Typically, natural burial plots are dug by hand. Machinery isn’t used so that the land and natural habitats aren’t disturbed.
Can you have a memorial at a natural burial site?
Natural burial sites have varying rules on whether memorials can be used. Usually, any memorials made from unnatural materials won’t be allowed. This is because they may interfere with the natural habitats of wildlife. But some natural burial sites allow plaques and other memorials made from materials that naturally decay over time. You may find that some natural burial sites offer a more eco-friendly way of remembering a loved one, such as planting a memorial tree, scattering wildflower seeds, or placing a stone tablet that’s in keeping with the area.
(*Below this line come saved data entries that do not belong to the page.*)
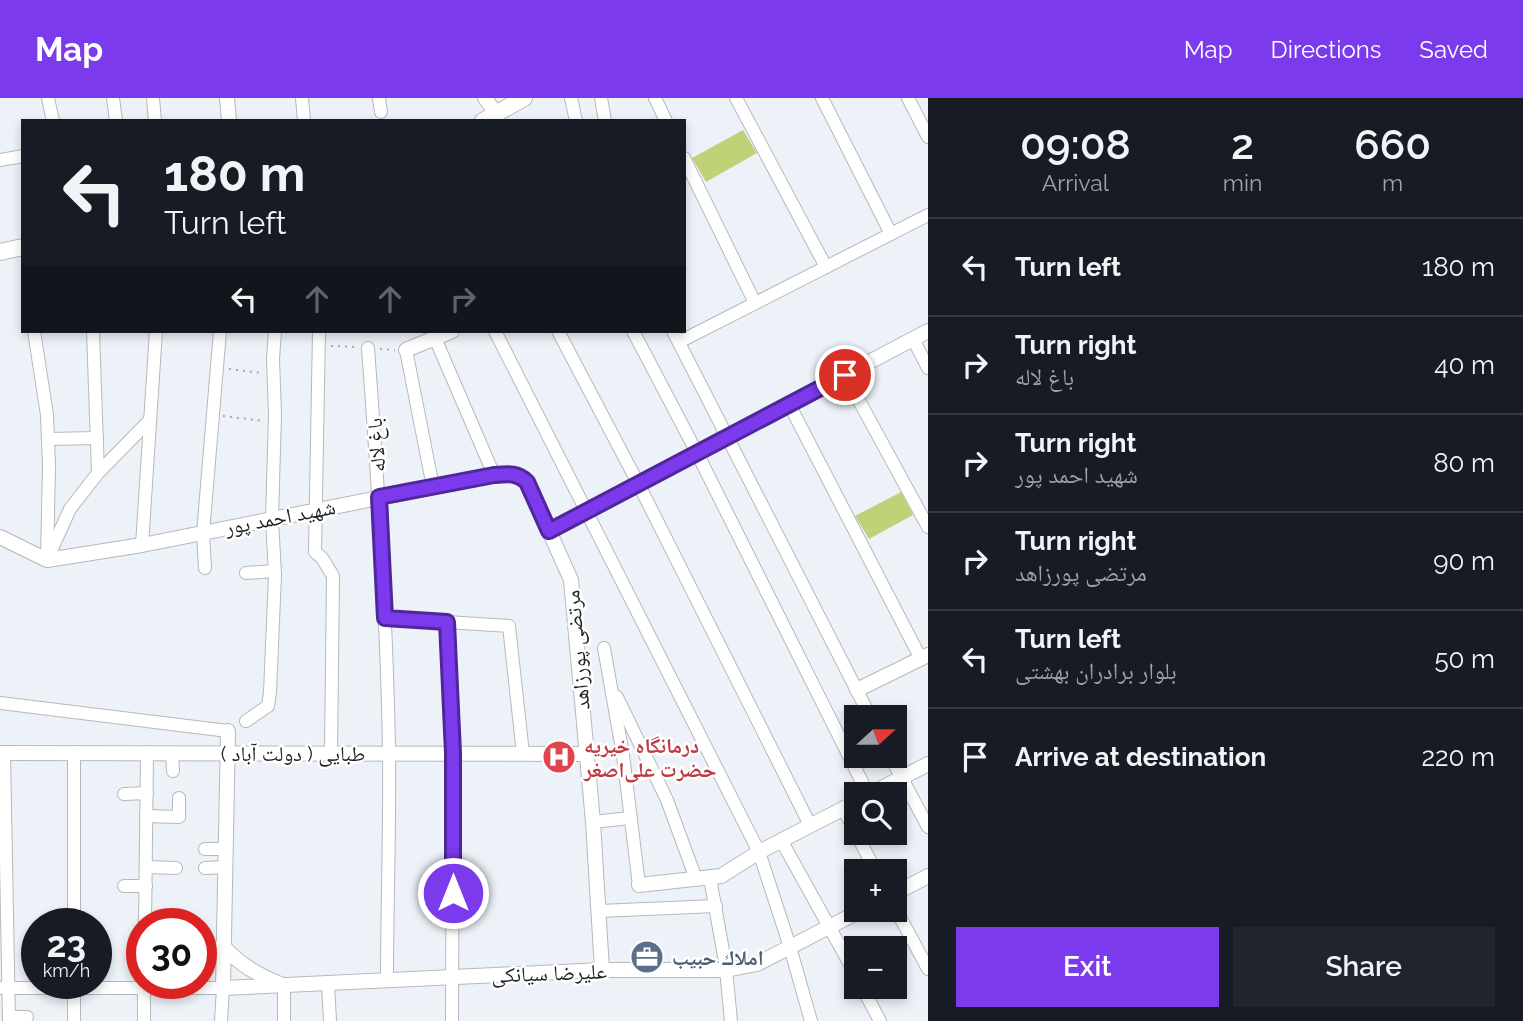 <!DOCTYPE html>
<meta charset="utf-8">
<style>
body{margin:0;font-family:Raleway,"Noto Naskh Arabic",sans-serif;background:#20242c;color:#f1f3f6;height:100vh;display:flex;flex-direction:column;font-size:26px;white-space:nowrap}
*{box-sizing:border-box;margin:0}
p{font-size:23px;color:#9ea1a6}
.icon{flex:none;width:38px;height:38px;fill:none;stroke:currentColor;stroke-width:2;stroke-linecap:round;stroke-linejoin:round}
.map{position:relative;flex:1;overflow:hidden}
.side{display:flex;flex-direction:column;background:#171b24;width:595px}
.side>*{flex:none}
.guide{position:absolute;left:21px;top:21px;width:665px;height:214px;border-radius:0px;box-shadow:0 4px 10px #0003;background:#171b24;color:#f1f3f6;overflow:hidden}
.needle{width:46px;rotate:69deg}
.controls{position:absolute;left:844px;top:607px;display:grid;gap:14px}
.controls a{display:grid;place-items:center;width:63px;height:63px;border-radius:0px;background:#171b24;box-shadow:0 4px 10px #0003;font-size:35px}
.speed{position:absolute;left:21px;top:810px;display:flex;gap:14px;font-size:35px;font-weight:700;text-align:center}
.speed>*{display:grid;place-content:center;width:91px;height:91px;border-radius:50%;background:#171b24;box-shadow:0 4px 10px #0003;line-height:1}
.speed small{font-size:18px;font-weight:400}
.speed .limit{border:10px solid #d22;background:#fff;color:#111}
.pin{position:absolute;display:grid;place-items:center;width:60px;height:60px;color:#fff;margin:-30px;border:4px solid #fff;border-radius:50%;box-shadow:0 2px 7px #0007}
.me{position:absolute;width:77px;margin:-38px;rotate:0deg;stroke-linejoin:round;filter:drop-shadow(0 0 5px #0008)}
.turn{display:flex;align-items:center;gap:24px;height:147px;padding:0 28px;font-size:32px}
.turn .icon{width:91px;height:91px;stroke-width:2.5}
.turn b{display:block;font-size:49px;line-height:60px}
.lanes{display:flex;align-items:center;height:66px;padding:0 28px;background:#0003;justify-content:center;gap:35px;direction:ltr}
.lanes .off{opacity:.35}
.eta{display:flex;justify-content:space-evenly;align-items:center;height:119px;text-align:center}
.eta b{font-size:42px;font-weight:600;line-height:49px}
.button{display:flex;gap:14px;margin-top:auto;padding:14px 28px}
.button a{flex:1;height:80px;border-radius:0px;background:#7c3aed;color:#fff;font-size:28px;font-weight:600;line-height:80px;text-align:center}
.button a+a{background:#20242c;color:#f1f3f6}
ul{padding:0;list-style:none}
li{display:flex;align-items:center;gap:21px;height:98px;padding:0 28px;border-top:2px solid #363941}
li div{flex:1}
li b{display:block;font-size:26px}
li em{font-style:normal}
header{display:flex;align-items:center;gap:42px;box-sizing:border-box;height:98px;padding:0 35px;background:#7c3aed;color:#fff}
header strong{font-size:33px}
nav{display:flex;gap:38px;margin-inline-start:auto;font-size:24px}
main{display:flex;flex:1;min-height:0}
.map>svg:first-child{display:block}
.green{fill:#c0d278}
.lines{fill:none;stroke-linecap:round;stroke-linejoin:round}
.minor-casing{stroke:#b4b9bd;stroke-width:14}
.tertiary-casing{stroke:#b4b9bd;stroke-width:16}
.secondary-casing{stroke:#b4b9bd;stroke-width:18}
.path{stroke:#a6aaaf;stroke-width:2;stroke-dasharray:2 5;stroke-linecap:butt}
.minor{stroke:#fff;stroke-width:12}
.tertiary{stroke:#fff;stroke-width:14}
.secondary{stroke:#fff;stroke-width:16}
.route-casing{stroke:#51269a;stroke-width:18}
.route{stroke:#7c3aed;stroke-width:12}
.labels{text-anchor:middle;dominant-baseline:central;stroke-width:5;stroke-linejoin:round;paint-order:stroke}
.street-label{font-size:21px;fill:#1f2123;stroke:#fff}
.health-label{font-size:21px;font-weight:bold;fill:#be3a42;stroke:#fff;text-anchor:start}
.service-label{font-size:21px;font-weight:bold;fill:#4e5e75;stroke:#fff;text-anchor:start}
</style>
<header>
<strong>Map</strong>
<nav><a>Map</a><a>Directions</a><a>Saved</a></nav>
</header>
<main>
<div class="map">
<svg width="928" height="923" viewBox="0 0 928 923">
<rect width="100%" height="100%" fill="#edf2f8"/>
<g class="green">
<polygon points="743,32 757,55 706,84 692,60"/>
<polygon points="901,394 913,417 869,441 855,418"/>
</g>
<g class="lines">
<defs>
<g id="minor">
<polyline points="48,0 53,23"/>
<polyline points="113,0 116,23"/>
<polyline points="153,0 155,23"/>
<polyline points="302,0 304,23"/>
<polyline points="379,0 381,14"/>
<polyline points="571,0 576,23"/>
<polyline points="601,0 605,23"/>
<polyline points="655,0 666,23"/>
<polyline points="736,0 826,169"/>
<polyline points="822,0 891,136"/>
<polyline points="908,0 928,39"/>
<polyline points="684,60 755,205"/>
<polyline points="0,62 23,58"/>
<polyline points="34,233 47,317 49,368 47,462"/>
<polyline points="93,233 98,375"/>
<polyline points="319,233 315,454 322,460 333,478 331,655"/>
<polyline points="495,233 759,754 790,849 811,923"/>
<polyline points="558,233 639,387 810,727"/>
<polyline points="633,233 697,355 868,696"/>
<polyline points="673,233 871,620"/>
<polyline points="435,240 494,377"/>
<polyline points="913,241 928,270"/>
<polyline points="679,244 928,117"/>
<path d="M368,250C378,384 387,519 389,654C390,730 387,806 387,882"/>
<polyline points="406,252 433,389"/>
<polyline points="845,277 928,429"/>
<polyline points="789,306 921,561"/>
<polyline points="48,341 97,340"/>
<polyline points="142,447 156,233"/>
<polyline points="50,455 70,411 98,375 149,323"/>
<polyline points="205,470 203,435 220,233"/>
<polyline points="246,475 274,473"/>
<polyline points="385,520 509,528 523,656"/>
<polyline points="447,524 453,655 452,923"/>
<polyline points="604,550 623,657 639,787"/>
<polyline points="617,599 667,702 696,781"/>
<polyline points="0,605 228,633"/>
<polyline points="246,623 268,608 270,594 275,477 272,421 275,316 273,261 275,233"/>
<polyline points="74,654 74,826"/>
<polyline points="4,655 9,923"/>
<polyline points="172,655 173,673"/>
<polyline points="890,658 928,729"/>
<polyline points="124,696 147,695"/>
<polyline points="843,710 856,735"/>
<polyline points="146,718 179,719 179,700"/>
<polyline points="593,724 630,720"/>
<polyline points="856,735 876,774"/>
<polyline points="781,742 856,877"/>
<polyline points="205,751 225,751"/>
<polyline points="146,769 176,770"/>
<polyline points="205,770 225,769"/>
<polyline points="710,780 725,864"/>
<polyline points="124,788 146,788"/>
<polyline points="894,808 928,871"/>
<polyline points="599,813 716,808"/>
<polyline points="145,822 172,821"/>
<polyline points="145,826 147,654"/>
<polyline points="205,850 224,849"/>
<polyline points="726,872 731,923"/>
<polyline points="144,886 144,923"/>
<polyline points="328,886 330,923"/>
<polyline points="284,888 284,923"/>
<polyline points="862,889 880,923"/>
<polyline points="0,890 223,890 221,923"/>
<polyline points="9,919 27,919"/>
<polyline points="74,923 74,886"/>
</g>
<g id="tertiary">
<polyline points="227,0 229,23"/>
<polyline points="485,0 497,17"/>
<polyline points="406,252 452,233"/>
<polyline points="549,433 928,233"/>
<path d="M0,439L47,462L142,447L494,377C507,376 517,374 527,384L571,482L593,724L602,872"/>
<polyline points="857,592 928,557"/>
<polyline points="228,633 223,890 602,872 726,872 757,866 862,812"/>
<polyline points="0,655 587,656"/>
<polyline points="870,696 928,666"/>
<polyline points="639,787 721,778 759,754 856,704"/>
<polyline points="894,796 928,778"/>
<path d="M224,849C240,867 257,876 280,886"/>
</g>
<g id="secondary">
<polyline points="483,23 524,0"/>
<polyline points="0,154 23,149"/>
</g>
</defs>
<use href="#minor" class="minor-casing"/>
<use href="#tertiary" class="tertiary-casing"/>
<use href="#secondary" class="secondary-casing"/>
<g class="path">
<polyline points="331,248 356,249"/>
<polyline points="380,251 395,252"/>
<polyline points="229,271 262,275"/>
<polyline points="223,318 263,323"/>
</g>
<use href="#minor" class="minor"/>
<use href="#tertiary" class="tertiary"/>
<use href="#secondary" class="secondary"/>
</g>
<g class="lines">
<defs>
<path id="route" d="M453,795V655L447,524L385,520L379,399L494,377C507,376 517,374 527,384L549,433L845,277"/>
</defs>
<use href="#route" class="route-casing"/>
<use href="#route" class="route"/>
</g>
<defs>
<symbol id="hospital-disc" viewBox="-11 -11 22 22"><circle r="9.5" fill="#e0444e" stroke="#fff"/><path d="M-5-5h3v3.5h4V-5h3V5h-3V1.5h-4V5h-3Z" fill="#fff"/></symbol>
<symbol id="office-disc" viewBox="-11 -11 22 22"><circle r="9.5" fill="#5c6f8a" stroke="#fff"/><path d="M-6-3h4V-5.5h4V-3h4V5H-6ZM-1-4.5V-3h2v-1.5ZM-6 0V1H6V0Z" fill="#fff"/></symbol>
</defs>
<g fill-rule="evenodd">
<use href="#hospital-disc" x="540" y="640" width="38" height="38"/>
<use href="#office-disc" x="628" y="840" width="38" height="38"/>
</g>
<g class="labels">
<g class="street-label">
<text transform="translate(376 347) rotate(-94)">باغ لاله</text>
<text transform="translate(280 419) rotate(-11)">شهید احمد پور</text>
<text transform="translate(577 552) rotate(-95)">مرتضی پورزاهد</text>
<text x="293" y="655">طبایی ( دولت آباد )</text>
<text transform="translate(549 875) rotate(-2)">علیرضا سیانکی</text>
</g>
<g class="health-label">
<text x="584" y="647">درمانگاه خیریه<tspan x="584" dy="24">حضرت علی‌اصغر</tspan></text>
</g>
<g class="service-label">
<text x="672" y="859">املاك حبيب</text>
</g>
</g>
</svg>
<div class="controls">
<a><svg class="needle" viewBox="-14 -14 28 28"><path d="M0-13l5 13h-10z" fill="#e53935"/><path d="M0 13l5-13h-10z" fill="#9ea1a6"/></svg></a>
<a><svg class="icon" aria-label="search" viewBox="0 0 24 24"><circle cx="10" cy="10" r="6"/><path d="M15 15l6 6"/></svg></a>
<a>+</a>
<a>−</a>
</div>
<div class="speed"><div>23<small>km/h</small></div><div class="limit">30</div></div>
<div class="pin" style="left:845px;top:277px;background:#d93025"><svg class="icon" aria-label="arrive" viewBox="0 0 24 24"><path d="M6 21V4h12l-3 4 3 4H6"/></svg></div>
<svg class="me" style="left:453px;top:795px" viewBox="-20 -20 40 40"><circle r="17" fill="#7c3aed" stroke="#fff" stroke-width="3"/><path d="M0-11L8 9 0 5-8 9z" fill="#fff"/></svg>
<div class="guide">
<div class="turn"><svg class="icon" aria-label="left" viewBox="0 0 24 24"><path d="M17 20v-9H6M10 6l-5 5 5 5"/></svg><div><b>180 m</b>Turn left</div></div>
<div class="lanes"><svg class="icon" aria-label="left" viewBox="0 0 24 24"><path d="M17 20v-9H6M10 6l-5 5 5 5"/></svg><svg class="icon off" aria-label="ahead" viewBox="0 0 24 24"><path d="M12 20V5M6 11l6-6 6 6"/></svg><svg class="icon off" aria-label="ahead" viewBox="0 0 24 24"><path d="M12 20V5M6 11l6-6 6 6"/></svg><svg class="icon off" aria-label="right" viewBox="0 0 24 24"><path d="M7 20v-9h11M14 6l5 5-5 5"/></svg></div>
</div>
</div>
<section class="side">
<div class="eta">
<div><b>09:08</b><p>Arrival</p></div>
<div><b>2</b><p>min</p></div>
<div><b>660</b><p>m</p></div>
</div>
<ul>
<li><svg class="icon" aria-label="left" viewBox="0 0 24 24"><path d="M17 20v-9H6M10 6l-5 5 5 5"/></svg><div><b>Turn left</b></div><em>180 m</em></li>
<li><svg class="icon" aria-label="right" viewBox="0 0 24 24"><path d="M7 20v-9h11M14 6l5 5-5 5"/></svg><div><b>Turn right</b><p>باغ لاله</p></div><em>40 m</em></li>
<li><svg class="icon" aria-label="right" viewBox="0 0 24 24"><path d="M7 20v-9h11M14 6l5 5-5 5"/></svg><div><b>Turn right</b><p>شهید احمد پور</p></div><em>80 m</em></li>
<li><svg class="icon" aria-label="right" viewBox="0 0 24 24"><path d="M7 20v-9h11M14 6l5 5-5 5"/></svg><div><b>Turn right</b><p>مرتضی پورزاهد</p></div><em>90 m</em></li>
<li><svg class="icon" aria-label="left" viewBox="0 0 24 24"><path d="M17 20v-9H6M10 6l-5 5 5 5"/></svg><div><b>Turn left</b><p>بلوار برادران بهشتی</p></div><em>50 m</em></li>
<li><svg class="icon" aria-label="arrive" viewBox="0 0 24 24"><path d="M6 21V4h12l-3 4 3 4H6"/></svg><div><b>Arrive at destination</b></div><em>220 m</em></li>
</ul>
<div class="button"><a>Exit</a><a>Share</a></div>
</section>
</main>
Can you visit a natural burial site?
Yes. It’s best to check visiting times with the site that you choose. But most will allow people to visit graves at any time during daylight hours. A lot of natural burial sites also use a digital map of the grounds so that you can easily find a burial plot.
Can you leave flowers or ornaments on the grave?
Any flowers or ornaments left at graves is usually not encouraged at a natural burial site. This is because they can require maintenance and potentially interfere with the natural habitat. The idea of natural burial is to create or preserve the environment so the site owner might suggest something more environmentally-friendly like planting a tree or scattering seeds.
What to wear to a woodland burial?
If you’re organising a woodland burial for a loved one it’s up to you what guests wear. You could choose traditional black. Or you could ask guests to put on something colourful to celebrate the person’s life. Whatever you choose keep in mind the practicalities of a woodland burial. If you’re having a graveside service, for example, you might need to remind guests to bring suitable shoes and waterproof jackets. Ask the burial site owner what they think too. They should be able to tell you what other guests tend to wear or what they think may be appropriate.
Is a natural burial right for you?
Now you know more about natural burials you may find it’s the right option for you and your funeral plans. But here are just a few more things to consider before you make up your mind:
- Your nearest natural burial site may not be just around the corner. Would your family be okay with travelling a bit further to visit?
- Tell your family and friends that you’re thinking about a natural burial. How do they feel about it? Would they be happy if you didn’t have a permanent grave marker?
- Do you feel comfortable with the idea of not having a traditional coffin? Explore all your options when you contact a natural burial site to find what’s suitable for you.